**Exercise data:**
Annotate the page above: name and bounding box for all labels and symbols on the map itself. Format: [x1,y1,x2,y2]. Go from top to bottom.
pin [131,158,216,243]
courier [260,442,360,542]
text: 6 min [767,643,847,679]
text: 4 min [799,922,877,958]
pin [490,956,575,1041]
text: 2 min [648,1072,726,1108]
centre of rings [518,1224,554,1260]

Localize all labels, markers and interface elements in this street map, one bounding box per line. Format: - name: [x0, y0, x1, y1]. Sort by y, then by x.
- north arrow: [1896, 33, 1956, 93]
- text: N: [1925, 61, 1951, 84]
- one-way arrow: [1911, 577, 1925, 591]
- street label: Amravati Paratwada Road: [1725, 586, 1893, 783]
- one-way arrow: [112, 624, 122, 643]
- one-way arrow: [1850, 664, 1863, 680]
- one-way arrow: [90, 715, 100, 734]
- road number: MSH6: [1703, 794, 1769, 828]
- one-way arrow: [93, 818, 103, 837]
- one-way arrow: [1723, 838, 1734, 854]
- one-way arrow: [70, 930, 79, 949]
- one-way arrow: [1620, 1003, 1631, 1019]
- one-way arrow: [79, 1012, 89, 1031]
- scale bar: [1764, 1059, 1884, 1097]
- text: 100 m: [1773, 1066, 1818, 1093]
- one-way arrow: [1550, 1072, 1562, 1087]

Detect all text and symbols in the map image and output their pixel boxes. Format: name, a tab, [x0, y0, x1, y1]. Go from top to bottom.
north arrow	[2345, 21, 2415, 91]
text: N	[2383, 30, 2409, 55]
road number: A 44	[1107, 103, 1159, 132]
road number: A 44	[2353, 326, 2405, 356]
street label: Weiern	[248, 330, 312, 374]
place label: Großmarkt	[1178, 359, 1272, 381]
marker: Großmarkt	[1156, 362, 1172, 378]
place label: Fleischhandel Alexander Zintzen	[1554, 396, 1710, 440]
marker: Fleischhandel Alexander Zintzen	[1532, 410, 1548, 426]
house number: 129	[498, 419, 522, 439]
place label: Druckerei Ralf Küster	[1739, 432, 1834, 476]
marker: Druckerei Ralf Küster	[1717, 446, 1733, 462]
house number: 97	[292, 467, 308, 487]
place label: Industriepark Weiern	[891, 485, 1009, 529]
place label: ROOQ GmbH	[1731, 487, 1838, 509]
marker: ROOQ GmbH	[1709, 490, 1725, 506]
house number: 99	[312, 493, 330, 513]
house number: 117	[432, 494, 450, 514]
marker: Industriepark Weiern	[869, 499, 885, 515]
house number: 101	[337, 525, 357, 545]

**Exercise requirements:** Give back the data above word for word.

**Solved exercise:**
Annotate the page above: name and bounding box for all labels and symbols on the map itself. Format: [x1,y1,x2,y2]. Go from top to bottom.
pin [131,158,216,243]
courier [260,442,360,542]
text: 6 min [767,643,847,679]
text: 4 min [799,922,877,958]
pin [490,956,575,1041]
text: 2 min [648,1072,726,1108]
centre of rings [518,1224,554,1260]

Localize all labels, markers and interface elements in this street map, one bounding box per line. Format: - name: [x0, y0, x1, y1]. Sort by y, then by x.
- north arrow: [1896, 33, 1956, 93]
- text: N: [1925, 61, 1951, 84]
- one-way arrow: [1911, 577, 1925, 591]
- street label: Amravati Paratwada Road: [1725, 586, 1893, 783]
- one-way arrow: [112, 624, 122, 643]
- one-way arrow: [1850, 664, 1863, 680]
- one-way arrow: [90, 715, 100, 734]
- road number: MSH6: [1703, 794, 1769, 828]
- one-way arrow: [93, 818, 103, 837]
- one-way arrow: [1723, 838, 1734, 854]
- one-way arrow: [70, 930, 79, 949]
- one-way arrow: [1620, 1003, 1631, 1019]
- one-way arrow: [79, 1012, 89, 1031]
- scale bar: [1764, 1059, 1884, 1097]
- text: 100 m: [1773, 1066, 1818, 1093]
- one-way arrow: [1550, 1072, 1562, 1087]

Detect all text and symbols in the map image and output their pixel boxes. Format: name, a tab, [x0, y0, x1, y1]. Go from top to bottom.
north arrow	[2345, 21, 2415, 91]
text: N	[2383, 30, 2409, 55]
road number: A 44	[1107, 103, 1159, 132]
road number: A 44	[2353, 326, 2405, 356]
street label: Weiern	[248, 330, 312, 374]
place label: Großmarkt	[1178, 359, 1272, 381]
marker: Großmarkt	[1156, 362, 1172, 378]
place label: Fleischhandel Alexander Zintzen	[1554, 396, 1710, 440]
marker: Fleischhandel Alexander Zintzen	[1532, 410, 1548, 426]
house number: 129	[498, 419, 522, 439]
place label: Druckerei Ralf Küster	[1739, 432, 1834, 476]
marker: Druckerei Ralf Küster	[1717, 446, 1733, 462]
house number: 97	[292, 467, 308, 487]
place label: Industriepark Weiern	[891, 485, 1009, 529]
place label: ROOQ GmbH	[1731, 487, 1838, 509]
marker: ROOQ GmbH	[1709, 490, 1725, 506]
house number: 99	[312, 493, 330, 513]
house number: 117	[432, 494, 450, 514]
marker: Industriepark Weiern	[869, 499, 885, 515]
house number: 101	[337, 525, 357, 545]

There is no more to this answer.